In the entries below, find the line with "Dump the readable content of the image" and the line with "Summarize the content". Return those two lines and all lines between them, exactly.

[GIVEN ENTRIES]

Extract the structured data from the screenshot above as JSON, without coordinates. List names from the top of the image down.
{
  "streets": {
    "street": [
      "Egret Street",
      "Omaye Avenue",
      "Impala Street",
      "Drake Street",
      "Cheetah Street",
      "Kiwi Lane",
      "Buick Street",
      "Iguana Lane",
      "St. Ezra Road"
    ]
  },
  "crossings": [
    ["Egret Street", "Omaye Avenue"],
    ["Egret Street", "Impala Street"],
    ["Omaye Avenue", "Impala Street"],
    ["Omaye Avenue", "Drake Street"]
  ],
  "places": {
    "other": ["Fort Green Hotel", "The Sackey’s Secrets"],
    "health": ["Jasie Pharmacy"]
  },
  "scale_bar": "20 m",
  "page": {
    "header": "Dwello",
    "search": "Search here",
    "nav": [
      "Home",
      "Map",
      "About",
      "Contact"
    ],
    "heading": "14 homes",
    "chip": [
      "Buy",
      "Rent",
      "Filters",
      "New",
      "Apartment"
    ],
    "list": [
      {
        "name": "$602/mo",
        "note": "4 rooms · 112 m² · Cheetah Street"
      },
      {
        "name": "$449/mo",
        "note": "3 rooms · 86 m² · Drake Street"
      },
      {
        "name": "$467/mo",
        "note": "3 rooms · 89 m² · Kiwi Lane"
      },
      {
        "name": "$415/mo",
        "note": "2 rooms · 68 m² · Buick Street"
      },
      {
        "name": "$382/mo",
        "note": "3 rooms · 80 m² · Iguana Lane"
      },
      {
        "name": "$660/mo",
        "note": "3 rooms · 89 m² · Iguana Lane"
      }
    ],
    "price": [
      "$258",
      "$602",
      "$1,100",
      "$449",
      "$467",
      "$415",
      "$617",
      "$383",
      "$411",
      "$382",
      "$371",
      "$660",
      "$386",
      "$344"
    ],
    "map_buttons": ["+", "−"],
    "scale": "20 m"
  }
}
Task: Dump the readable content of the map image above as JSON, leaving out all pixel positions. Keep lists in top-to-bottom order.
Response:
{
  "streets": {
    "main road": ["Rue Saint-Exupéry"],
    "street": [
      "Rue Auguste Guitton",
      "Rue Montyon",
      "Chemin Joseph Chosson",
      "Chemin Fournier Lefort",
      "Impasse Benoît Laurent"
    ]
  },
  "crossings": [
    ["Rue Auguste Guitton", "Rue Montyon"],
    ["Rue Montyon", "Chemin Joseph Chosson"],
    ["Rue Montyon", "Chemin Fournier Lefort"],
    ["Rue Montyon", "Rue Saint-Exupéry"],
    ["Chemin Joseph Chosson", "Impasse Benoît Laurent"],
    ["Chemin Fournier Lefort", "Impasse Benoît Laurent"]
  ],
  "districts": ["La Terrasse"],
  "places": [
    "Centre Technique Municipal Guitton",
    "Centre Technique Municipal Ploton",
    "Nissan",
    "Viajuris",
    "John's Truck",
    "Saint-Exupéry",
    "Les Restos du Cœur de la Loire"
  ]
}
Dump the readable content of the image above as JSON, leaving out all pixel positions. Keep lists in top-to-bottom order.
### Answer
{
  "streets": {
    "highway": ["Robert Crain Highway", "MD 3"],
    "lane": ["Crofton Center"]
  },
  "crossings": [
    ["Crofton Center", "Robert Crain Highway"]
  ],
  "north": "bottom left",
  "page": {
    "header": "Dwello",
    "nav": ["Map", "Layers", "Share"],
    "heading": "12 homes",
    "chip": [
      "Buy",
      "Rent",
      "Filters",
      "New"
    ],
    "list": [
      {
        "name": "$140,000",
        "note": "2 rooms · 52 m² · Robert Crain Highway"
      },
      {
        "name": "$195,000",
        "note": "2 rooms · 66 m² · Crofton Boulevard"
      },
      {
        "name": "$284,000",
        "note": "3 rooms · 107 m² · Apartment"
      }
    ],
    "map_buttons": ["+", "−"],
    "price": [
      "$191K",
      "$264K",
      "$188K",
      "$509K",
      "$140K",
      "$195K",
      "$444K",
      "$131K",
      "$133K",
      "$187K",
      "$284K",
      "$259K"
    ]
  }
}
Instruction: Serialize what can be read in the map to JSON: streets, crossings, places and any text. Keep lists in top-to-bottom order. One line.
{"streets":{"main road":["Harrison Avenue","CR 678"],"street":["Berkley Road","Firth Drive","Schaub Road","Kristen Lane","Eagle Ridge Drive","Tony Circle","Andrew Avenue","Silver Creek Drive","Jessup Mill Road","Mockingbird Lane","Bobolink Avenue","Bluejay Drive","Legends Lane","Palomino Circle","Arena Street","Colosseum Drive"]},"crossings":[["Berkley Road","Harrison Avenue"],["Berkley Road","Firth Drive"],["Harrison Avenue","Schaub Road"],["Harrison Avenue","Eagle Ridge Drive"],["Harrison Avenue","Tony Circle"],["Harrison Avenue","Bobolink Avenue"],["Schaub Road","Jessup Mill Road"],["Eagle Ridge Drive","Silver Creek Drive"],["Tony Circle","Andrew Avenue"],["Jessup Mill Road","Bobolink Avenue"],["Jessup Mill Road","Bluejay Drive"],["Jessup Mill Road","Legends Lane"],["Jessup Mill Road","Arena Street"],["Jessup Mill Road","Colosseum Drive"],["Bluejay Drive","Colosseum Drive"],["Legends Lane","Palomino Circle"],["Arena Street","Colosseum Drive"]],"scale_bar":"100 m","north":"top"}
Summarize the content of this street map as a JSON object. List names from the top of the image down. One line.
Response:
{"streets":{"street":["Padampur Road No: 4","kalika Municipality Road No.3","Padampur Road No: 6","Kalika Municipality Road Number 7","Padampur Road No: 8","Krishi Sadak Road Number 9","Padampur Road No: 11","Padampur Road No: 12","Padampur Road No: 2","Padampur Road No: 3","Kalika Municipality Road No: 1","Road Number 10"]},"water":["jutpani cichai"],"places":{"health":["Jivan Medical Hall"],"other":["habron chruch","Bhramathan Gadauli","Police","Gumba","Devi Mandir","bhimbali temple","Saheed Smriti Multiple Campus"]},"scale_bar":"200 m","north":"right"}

[/GIVEN ENTRIES]

— YOUR SOLUTION —
Dump the readable content of the image above as JSON, leaving out all pixel positions. Keep lists in top-to-bottom order.
### Answer
{
  "streets": {
    "highway": ["Robert Crain Highway", "MD 3"],
    "lane": ["Crofton Center"]
  },
  "crossings": [
    ["Crofton Center", "Robert Crain Highway"]
  ],
  "north": "bottom left",
  "page": {
    "header": "Dwello",
    "nav": ["Map", "Layers", "Share"],
    "heading": "12 homes",
    "chip": [
      "Buy",
      "Rent",
      "Filters",
      "New"
    ],
    "list": [
      {
        "name": "$140,000",
        "note": "2 rooms · 52 m² · Robert Crain Highway"
      },
      {
        "name": "$195,000",
        "note": "2 rooms · 66 m² · Crofton Boulevard"
      },
      {
        "name": "$284,000",
        "note": "3 rooms · 107 m² · Apartment"
      }
    ],
    "map_buttons": ["+", "−"],
    "price": [
      "$191K",
      "$264K",
      "$188K",
      "$509K",
      "$140K",
      "$195K",
      "$444K",
      "$131K",
      "$133K",
      "$187K",
      "$284K",
      "$259K"
    ]
  }
}
Instruction: Serialize what can be read in the map to JSON: streets, crossings, places and any text. Keep lists in top-to-bottom order. One line.
{"streets":{"main road":["Harrison Avenue","CR 678"],"street":["Berkley Road","Firth Drive","Schaub Road","Kristen Lane","Eagle Ridge Drive","Tony Circle","Andrew Avenue","Silver Creek Drive","Jessup Mill Road","Mockingbird Lane","Bobolink Avenue","Bluejay Drive","Legends Lane","Palomino Circle","Arena Street","Colosseum Drive"]},"crossings":[["Berkley Road","Harrison Avenue"],["Berkley Road","Firth Drive"],["Harrison Avenue","Schaub Road"],["Harrison Avenue","Eagle Ridge Drive"],["Harrison Avenue","Tony Circle"],["Harrison Avenue","Bobolink Avenue"],["Schaub Road","Jessup Mill Road"],["Eagle Ridge Drive","Silver Creek Drive"],["Tony Circle","Andrew Avenue"],["Jessup Mill Road","Bobolink Avenue"],["Jessup Mill Road","Bluejay Drive"],["Jessup Mill Road","Legends Lane"],["Jessup Mill Road","Arena Street"],["Jessup Mill Road","Colosseum Drive"],["Bluejay Drive","Colosseum Drive"],["Legends Lane","Palomino Circle"],["Arena Street","Colosseum Drive"]],"scale_bar":"100 m","north":"top"}
Summarize the content of this street map as a JSON object. List names from the top of the image down. One line.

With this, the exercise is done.